As outlined above, defendant filed special appearance and motion to quash in the State court and thereby raised proper and timely objections to that Court's jurisdiction over his person. These objections went to the whole of the causes of action and should have been sustained by the State court with reference to those counts which could not find support in the statute. However, the State court denied the motion to quash and defendant thereupon immediately perfected proceedings for removal. Such proceedings have repeatedly been held not to constitute a general appearance or a waiver of the defendant's right to contest jurisdiction over his person in the Federal Court. See Morris & Co. v. Skandinavia Ins. Co., 279 U.S. 405, 406, 49 S. Ct. 360, 73 L. Ed. 762; General Investment Co. v. Lake Shore & M. S. R. Co., 260 U.S. 261, 43 S. Ct. 106, 67 L. Ed. 244; Hassler, Inc., v. Shaw, 271 U.S. 195, 46 S. Ct. 479, 70 L. Ed. 900, and cases cited therein.

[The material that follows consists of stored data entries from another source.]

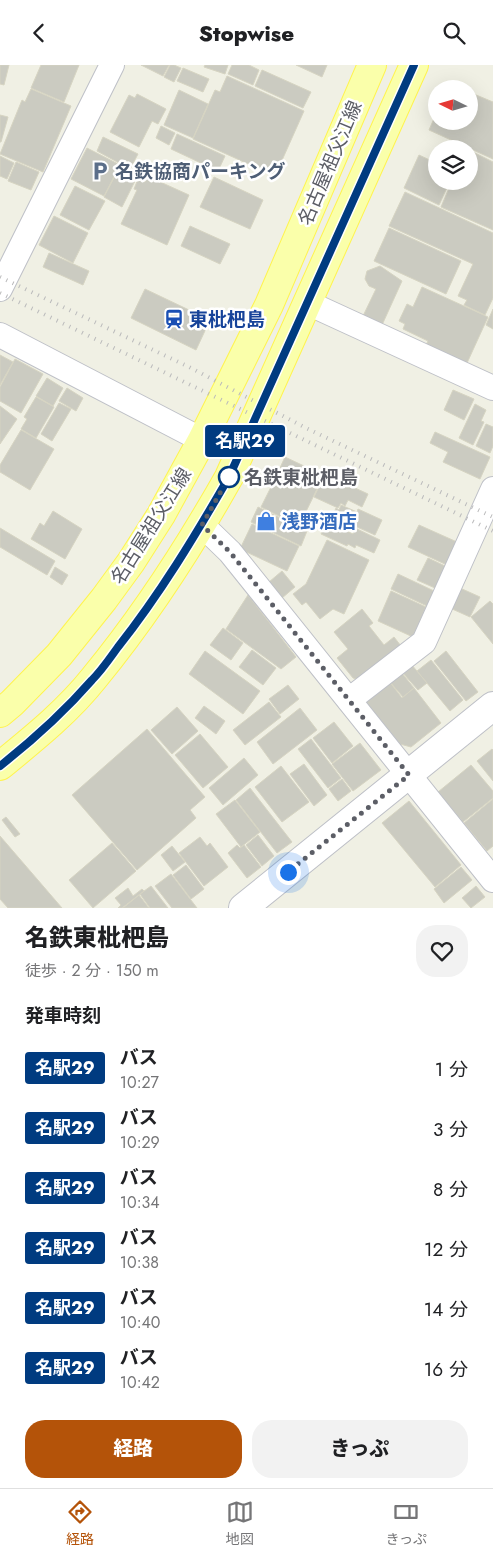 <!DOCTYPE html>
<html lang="ja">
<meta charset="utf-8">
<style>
:root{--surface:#fff;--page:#f2f2f2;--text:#202124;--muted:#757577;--line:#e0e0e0;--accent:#b45309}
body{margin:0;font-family:Jost,"Noto Sans JP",sans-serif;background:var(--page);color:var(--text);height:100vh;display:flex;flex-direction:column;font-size:19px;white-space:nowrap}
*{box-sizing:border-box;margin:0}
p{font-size:16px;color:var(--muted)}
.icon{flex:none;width:28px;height:28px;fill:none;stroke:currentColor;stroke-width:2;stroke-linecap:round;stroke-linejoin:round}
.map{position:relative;height:843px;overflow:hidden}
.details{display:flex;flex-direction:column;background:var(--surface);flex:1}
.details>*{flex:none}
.badge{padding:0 10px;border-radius:4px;font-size:18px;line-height:32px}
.needle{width:32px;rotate:275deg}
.tools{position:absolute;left:428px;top:15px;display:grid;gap:10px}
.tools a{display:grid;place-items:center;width:50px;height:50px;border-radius:50%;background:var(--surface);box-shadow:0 5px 20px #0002;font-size:25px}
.you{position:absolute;width:25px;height:25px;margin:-12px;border:4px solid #fff;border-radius:50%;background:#1a73e8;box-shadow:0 0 0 8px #1a73e833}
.map>.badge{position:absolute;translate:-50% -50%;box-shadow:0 0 0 2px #fff}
h2{padding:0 25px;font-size:19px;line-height:45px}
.round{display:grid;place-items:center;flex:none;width:52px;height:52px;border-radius:20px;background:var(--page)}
.summary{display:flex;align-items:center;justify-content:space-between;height:85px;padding:0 25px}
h1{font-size:24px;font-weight:800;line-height:38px}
.cta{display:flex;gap:10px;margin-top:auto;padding:10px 25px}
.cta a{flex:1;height:58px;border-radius:20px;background:var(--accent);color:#fff;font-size:20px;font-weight:800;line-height:58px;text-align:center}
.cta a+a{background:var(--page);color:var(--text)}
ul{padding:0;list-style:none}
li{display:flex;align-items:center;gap:15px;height:60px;padding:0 25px}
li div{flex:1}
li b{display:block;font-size:19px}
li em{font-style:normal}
li .badge{min-width:55px;font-weight:700;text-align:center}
header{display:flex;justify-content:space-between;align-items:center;height:65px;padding:0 25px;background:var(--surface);font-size:22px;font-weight:800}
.dock{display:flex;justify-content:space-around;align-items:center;height:70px;border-top:1px solid var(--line);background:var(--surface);font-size:14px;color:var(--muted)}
.dock a{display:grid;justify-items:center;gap:2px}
.dock .current{color:var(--accent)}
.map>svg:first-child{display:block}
.building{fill:#cbcbc1;stroke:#d6d4c2}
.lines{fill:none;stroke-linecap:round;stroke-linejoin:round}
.minor-casing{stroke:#bec0c7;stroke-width:26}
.tertiary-casing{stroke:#bec0c7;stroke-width:30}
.primary-casing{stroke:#fff44e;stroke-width:30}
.minor{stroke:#fff;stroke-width:24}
.tertiary{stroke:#fff;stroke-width:28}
.primary{stroke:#faffaa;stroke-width:28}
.rail{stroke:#bababb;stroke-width:4;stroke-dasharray:1 6;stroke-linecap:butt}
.line-casing{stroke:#fff;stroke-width:11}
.line{stroke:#003b80;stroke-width:8}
.walk{stroke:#5c5e66;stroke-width:5;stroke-dasharray:0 9}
.stop-dot{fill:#fff;stroke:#003b80;stroke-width:2.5}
.labels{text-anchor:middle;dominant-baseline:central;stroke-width:5;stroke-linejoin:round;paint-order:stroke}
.street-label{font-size:19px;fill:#5c5e66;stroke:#fff}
.service-label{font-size:19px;font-weight:bold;fill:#4e5e75;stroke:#fff;text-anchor:start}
.transit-label{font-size:19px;font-weight:bold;fill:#164399;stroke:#fff;text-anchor:start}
.stop-label{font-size:19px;font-weight:bold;fill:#5c5e66;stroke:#fff;text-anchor:start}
.shop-label{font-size:19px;font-weight:bold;fill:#366cbe;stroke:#fff;text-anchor:start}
</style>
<header><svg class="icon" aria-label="back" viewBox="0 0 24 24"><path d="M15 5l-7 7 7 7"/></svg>Stopwise<svg class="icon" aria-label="search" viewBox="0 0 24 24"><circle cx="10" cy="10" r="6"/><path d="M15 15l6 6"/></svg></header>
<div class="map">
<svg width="493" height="843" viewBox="0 0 493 843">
<rect width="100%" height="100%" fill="#f0f0e4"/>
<g class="building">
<polygon points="0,0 9,0 4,20 0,19"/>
<polygon points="41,0 79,0 64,37 31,23"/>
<polygon points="141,0 169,0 163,11"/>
<polygon points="170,0 174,0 181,3 174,17 164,12"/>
<polygon points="205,0 228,0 225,9 204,2"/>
<polygon points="232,0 249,0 259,5 253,20 228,9"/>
<polygon points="296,0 327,0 322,12"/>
<polygon points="183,3 209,14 203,27 177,16"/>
<polygon points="262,5 311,27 303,43 255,21"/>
<polygon points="227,11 304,46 275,111 193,74 215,25 220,27"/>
<polygon points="31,24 71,41 43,107 0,89 22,35 25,37"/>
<polygon points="179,25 208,39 193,73 164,60"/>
<polygon points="469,27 493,37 493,94 429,65 436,49 436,56 469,56"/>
<polygon points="137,29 166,44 158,59 152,56 139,82 110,67 129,30 135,33"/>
<polygon points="0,50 8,52 1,77 0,77"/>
<polygon points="161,61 175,68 169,80 156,73"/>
<polygon points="177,69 225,91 218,106 171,84"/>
<polygon points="103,72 138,89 130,104 97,86"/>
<polygon points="87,83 120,100 104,131 71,114"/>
<polygon points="469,85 493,97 493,165 441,142 452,116 469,116"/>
<polygon points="419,90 436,98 436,116 450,116 439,140 404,123"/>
<polygon points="0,91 14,98 7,114 0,111"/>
<polygon points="16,97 39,107 31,125 8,116"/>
<polygon points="117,107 135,116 122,142 104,132"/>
<polygon points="147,111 189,130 167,180 121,159 137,125 134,124 138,114 145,117"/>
<polygon points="214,112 263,135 250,164 200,142"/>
<polygon points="75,121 105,136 89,165 60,150"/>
<polygon points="405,127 493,168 493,233 485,250 464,240 467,235 458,231 473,199 389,161"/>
<polygon points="54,151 88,168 73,198 39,180"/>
<polygon points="190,161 230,179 220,199 181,181"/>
<polygon points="389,163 461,196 446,229 374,196"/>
<polygon points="49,188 89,206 83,220 43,202"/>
<polygon points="380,201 402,216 382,260 363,251 376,224 369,221 365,214 367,206"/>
<polygon points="422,222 488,252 467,298 426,280 428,276 403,264 405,259 399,256 407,239 413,242"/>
<polygon points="145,224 210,255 196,285 131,253"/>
<polygon points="493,244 493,264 486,260"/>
<polygon points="0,290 13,297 0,320"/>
<polygon points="15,294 43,309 21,348 0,336 0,322"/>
<polygon points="47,313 63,323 53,341 36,331"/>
<polygon points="67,323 83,333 76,346 59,336"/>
<polygon points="453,325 474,334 464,355 444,345"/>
<polygon points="36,332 54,342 36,373 21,364 27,354 24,352"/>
<polygon points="59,338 71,344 52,376 41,369"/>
<polygon points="475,339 486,345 481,356 484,357 473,380 459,373"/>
<polygon points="0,341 17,354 0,379"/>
<polygon points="486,359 493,362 493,381 490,388 476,381"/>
<polygon points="21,365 54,384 30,425 0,407 0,400"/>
<polygon points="435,367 490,392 480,414 443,397 448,387 430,378"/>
<polygon points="285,392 323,410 317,423 279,405"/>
<polygon points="279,406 317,424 299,461 261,442"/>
<polygon points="325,409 368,429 362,442 348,435 345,441 341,438 338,443 314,432"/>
<polygon points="341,440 357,447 358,444 382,455 375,470 355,461 353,464 331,454 336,443 339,445"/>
<polygon points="258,442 307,466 301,481 251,457"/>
<polygon points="53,446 82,464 65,494 31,474 40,458 44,461"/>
<polygon points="327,457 353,469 355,463 380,475 374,488 356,480 355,483 348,479 347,481 321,469"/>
<polygon points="252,459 299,481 287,506 240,484"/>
<polygon points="419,460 457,477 447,500 408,482"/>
<polygon points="0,463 55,496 47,510 0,482"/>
<polygon points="327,475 369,495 344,549 333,544 320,554 306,537 302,540 293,529 306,519"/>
<polygon points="428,493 445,501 435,523 417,515"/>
<polygon points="55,502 68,510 62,520 50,512"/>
<polygon points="282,506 295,522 282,533 269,517"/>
<polygon points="398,509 434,526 427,541 391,524"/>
<polygon points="460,523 480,532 470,552 450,543"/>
<polygon points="391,526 426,542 413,572 378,556"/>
<polygon points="248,530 296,592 281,604 226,564"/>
<polygon points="490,536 493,539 493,579 471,552"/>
<polygon points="362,544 373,558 369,561 384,580 394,572 401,581 359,615 353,613 337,593 348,584 334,567"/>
<polygon points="223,563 243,578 231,595 210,580"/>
<polygon points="252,585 276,603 263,620 239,602"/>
<polygon points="205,586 260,626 243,649 189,609"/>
<polygon points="446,586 478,627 466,636 434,596"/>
<polygon points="431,595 463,635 450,646 417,606"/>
<polygon points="411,599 427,618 418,625 402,607"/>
<polygon points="401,607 414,623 403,632 389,616"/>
<polygon points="389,616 402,633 414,623 441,658 411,682 400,679 365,636"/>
<polygon points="288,620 299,634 280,649 269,634"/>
<polygon points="269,637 281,652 245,680 233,665"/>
<polygon points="204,641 225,656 216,669 195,653"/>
<polygon points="177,642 198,666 172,689 151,665"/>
<polygon points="300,643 317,665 273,699 257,677"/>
<polygon points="334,657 353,681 332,698 313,673"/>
<polygon points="147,664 205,732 190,745 196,753 137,805 72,730"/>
<polygon points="200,669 228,702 203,723 175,690"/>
<polygon points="311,674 341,713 328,723 298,684"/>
<polygon points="360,678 381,705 353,726 332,699"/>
<polygon points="492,684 493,685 493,716 477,696"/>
<polygon points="244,693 258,710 223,740 209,723"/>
<polygon points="304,699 327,730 314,741 290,709"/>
<polygon points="471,700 493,726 493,733 463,757 438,727"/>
<polygon points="281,701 309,737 282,757 255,722"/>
<polygon points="342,714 351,726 338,736 329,724"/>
<polygon points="250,723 292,777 277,788 236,735"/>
<polygon points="493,734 493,781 487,786 464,758"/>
<polygon points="235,735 260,767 241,782 216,749"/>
<polygon points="409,736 461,800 435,822 382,758"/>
<polygon points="6,752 20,769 15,772 2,755"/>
<polygon points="258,770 274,791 262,801 246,780"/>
<polygon points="0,771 62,843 8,843 0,834"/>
<polygon points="200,772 207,781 210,778 228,802 204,821 179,788"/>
<polygon points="112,778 136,806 93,843 69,815"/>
<polygon points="237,780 240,783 244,780 261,802 247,813 228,788"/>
<polygon points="172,781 185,797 173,806 161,790"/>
<polygon points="186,800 204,824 191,834 173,810"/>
<polygon points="461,802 472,815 444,838 434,824"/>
<polygon points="171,809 197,843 172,843 155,821"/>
<polygon points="151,821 168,843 150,843 140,829"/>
<polygon points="476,821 485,832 471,843 462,833"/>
<polygon points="128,823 133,831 142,824 144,826 122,843 118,843 121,840 115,833"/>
<polygon points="139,830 149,843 123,843"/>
</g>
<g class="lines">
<defs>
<g id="minor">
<polyline points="0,224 112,0"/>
<polyline points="308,238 493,323"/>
<polyline points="0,270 202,375"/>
<polyline points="202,460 230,487 493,815"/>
<polyline points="349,635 424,577 493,424"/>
</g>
<polyline id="tertiary" points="243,843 493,641"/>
<g id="primary">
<polyline points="0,648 12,638 59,590 104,534 131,497 161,450 202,375 269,240 372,0"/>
<path d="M0 701C33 674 67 647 94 613 145 551 189 483 229 412L414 0"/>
</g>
</defs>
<use href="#minor" class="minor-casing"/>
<use href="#tertiary" class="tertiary-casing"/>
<use href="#primary" class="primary-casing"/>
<use href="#minor" class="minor"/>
<use href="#tertiary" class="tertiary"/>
<use href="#primary" class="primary"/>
<g class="rail">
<polyline points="0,212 187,301 304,362 493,452"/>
<polyline points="0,228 493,466"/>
</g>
</g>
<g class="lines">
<defs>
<path id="line" d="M0 701C33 675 64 647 92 615 102 605 110 593 118 582 160 529 195 471 229 412L414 0"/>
</defs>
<use href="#line" class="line-casing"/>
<use href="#line" class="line"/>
<polyline class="walk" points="229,412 202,460 230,487 409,710 288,807"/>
</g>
<defs>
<symbol id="parking-bare" viewBox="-9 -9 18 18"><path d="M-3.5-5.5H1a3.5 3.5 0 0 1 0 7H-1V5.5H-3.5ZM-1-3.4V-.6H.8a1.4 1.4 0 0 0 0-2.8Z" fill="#5c6f8a" stroke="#fff" stroke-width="2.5" paint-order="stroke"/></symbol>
<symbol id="station-bare" viewBox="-9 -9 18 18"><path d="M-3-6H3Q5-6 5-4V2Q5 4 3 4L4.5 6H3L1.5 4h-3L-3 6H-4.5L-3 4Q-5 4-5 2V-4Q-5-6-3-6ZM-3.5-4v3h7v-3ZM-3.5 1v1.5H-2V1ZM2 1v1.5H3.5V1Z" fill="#1a4fb4" stroke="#fff" stroke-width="2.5" paint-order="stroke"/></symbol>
<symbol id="shop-bare" viewBox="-9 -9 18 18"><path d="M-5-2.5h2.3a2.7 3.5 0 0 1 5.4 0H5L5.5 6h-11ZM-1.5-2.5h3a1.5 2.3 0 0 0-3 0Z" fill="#3f7fe0" stroke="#fff" stroke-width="2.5" paint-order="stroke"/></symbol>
</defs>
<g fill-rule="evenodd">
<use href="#parking-bare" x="86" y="92" width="28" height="28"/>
<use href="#station-bare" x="160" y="240" width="28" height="28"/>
<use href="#shop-bare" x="252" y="442" width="28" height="28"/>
</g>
<circle class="stop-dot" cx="229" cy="412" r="10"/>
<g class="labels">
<g class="street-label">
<text transform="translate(330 98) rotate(-67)">名古屋祖父江線</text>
<text transform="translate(151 461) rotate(-58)">名古屋祖父江線</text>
</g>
<g class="service-label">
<text x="115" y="106">名鉄協商パーキング</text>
</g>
<g class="transit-label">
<text x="189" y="254">東枇杷島</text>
</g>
<g class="stop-label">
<text x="244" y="412">名鉄東枇杷島</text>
</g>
<g class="shop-label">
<text x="281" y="456">浅野酒店</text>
</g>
</g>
</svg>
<div class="tools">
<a><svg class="needle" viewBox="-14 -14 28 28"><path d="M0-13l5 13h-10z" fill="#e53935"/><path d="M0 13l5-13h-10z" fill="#757577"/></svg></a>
<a><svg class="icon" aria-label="layers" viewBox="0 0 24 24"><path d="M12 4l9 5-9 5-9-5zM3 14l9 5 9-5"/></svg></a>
</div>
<div class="you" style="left:288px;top:807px"></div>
<b class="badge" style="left:245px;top:376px;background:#003b80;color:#fff">名駅29</b>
</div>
<section class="details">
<div class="summary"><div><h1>名鉄東枇杷島</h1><p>徒歩 · 2 分 · 150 m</p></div><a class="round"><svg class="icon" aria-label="heart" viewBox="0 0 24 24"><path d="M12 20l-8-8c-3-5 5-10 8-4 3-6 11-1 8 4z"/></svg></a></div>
<h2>発車時刻</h2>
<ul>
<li><span class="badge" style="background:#003b80;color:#fff">名駅29</span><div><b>バス</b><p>10:27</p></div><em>1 分</em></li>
<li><span class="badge" style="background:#003b80;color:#fff">名駅29</span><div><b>バス</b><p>10:29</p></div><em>3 分</em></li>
<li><span class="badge" style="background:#003b80;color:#fff">名駅29</span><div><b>バス</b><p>10:34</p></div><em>8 分</em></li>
<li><span class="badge" style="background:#003b80;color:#fff">名駅29</span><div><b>バス</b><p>10:38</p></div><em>12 分</em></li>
<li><span class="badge" style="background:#003b80;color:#fff">名駅29</span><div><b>バス</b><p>10:40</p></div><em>14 分</em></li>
<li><span class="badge" style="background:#003b80;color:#fff">名駅29</span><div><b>バス</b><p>10:42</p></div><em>16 分</em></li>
</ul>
<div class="cta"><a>経路</a><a>きっぷ</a></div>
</section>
<nav class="dock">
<a class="current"><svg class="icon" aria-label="directions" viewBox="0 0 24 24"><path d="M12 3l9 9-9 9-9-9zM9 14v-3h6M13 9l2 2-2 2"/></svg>経路</a>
<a><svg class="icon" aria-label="map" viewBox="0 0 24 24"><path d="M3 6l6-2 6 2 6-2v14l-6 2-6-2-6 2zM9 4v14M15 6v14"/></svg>地図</a>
<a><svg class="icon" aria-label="tickets" viewBox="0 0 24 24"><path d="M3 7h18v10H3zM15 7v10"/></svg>きっぷ</a>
</nav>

Nor did the fact that defendant failed to file special appearances in this Court constitute a waiver of his right to object to the Court's jurisdiction over his person as to the first count of each declaration. Under Rule 12(b) of the Federal Rules of Civil Procedure, 28 U.S.C.A., defendant's objections to jurisdiction over his person or the sufficiency of service of process must be made by motion directed to the complaint and no provision is made for special appearance as a prerequisite to the filing of such a motion. And no provision is made in the rules for filing objections to jurisdiction or to service of process before other attacks are made upon *681 the complaint, Rule 12 providing in effect that all defenses properly raised by motion should be consolidated and that no defense is waived by reason of being joined with other defenses. In the following cases decided under the rules, it was held that the defendant had not waived objections to the Court's jurisdiction over his person under facts similar to those outlined above. Davis v. Ensign-Bickford Co., 8 Cir., 139 F.2d 624; Vilter Mfg. Co. v. Rolaff, 8 Cir., 110 F.2d 491. This Court holds that the defendant did not waive his right to object to jurisdiction over his person for the purposes of the first count in each declaration, and that his motions were sufficient to raise the question. This decision accords with the rule established in Harkness v. Hyde, 98 U.S. 476, 25 L. Ed. 237; Southern Pacific Co. v. Denton, 146 U.S. 202, 13 S. Ct. 44, 36 L. Ed. 942; Mexican Central R. Co. v. Pinkney, 149 U.S. 194, 13 S. Ct. 859, 37 L. Ed. 699; Galveston H. & S. A. R. Co. v. Gonzales, 151 U.S. 496, 14 S. Ct. 401, 38 L. Ed. 248.

The defendant's motions to dismiss the second count of each of the declarations are without merit. The defendant's motions to strike portions of the second count of each of the declarations are well taken and will be granted. Defendant will prepare orders.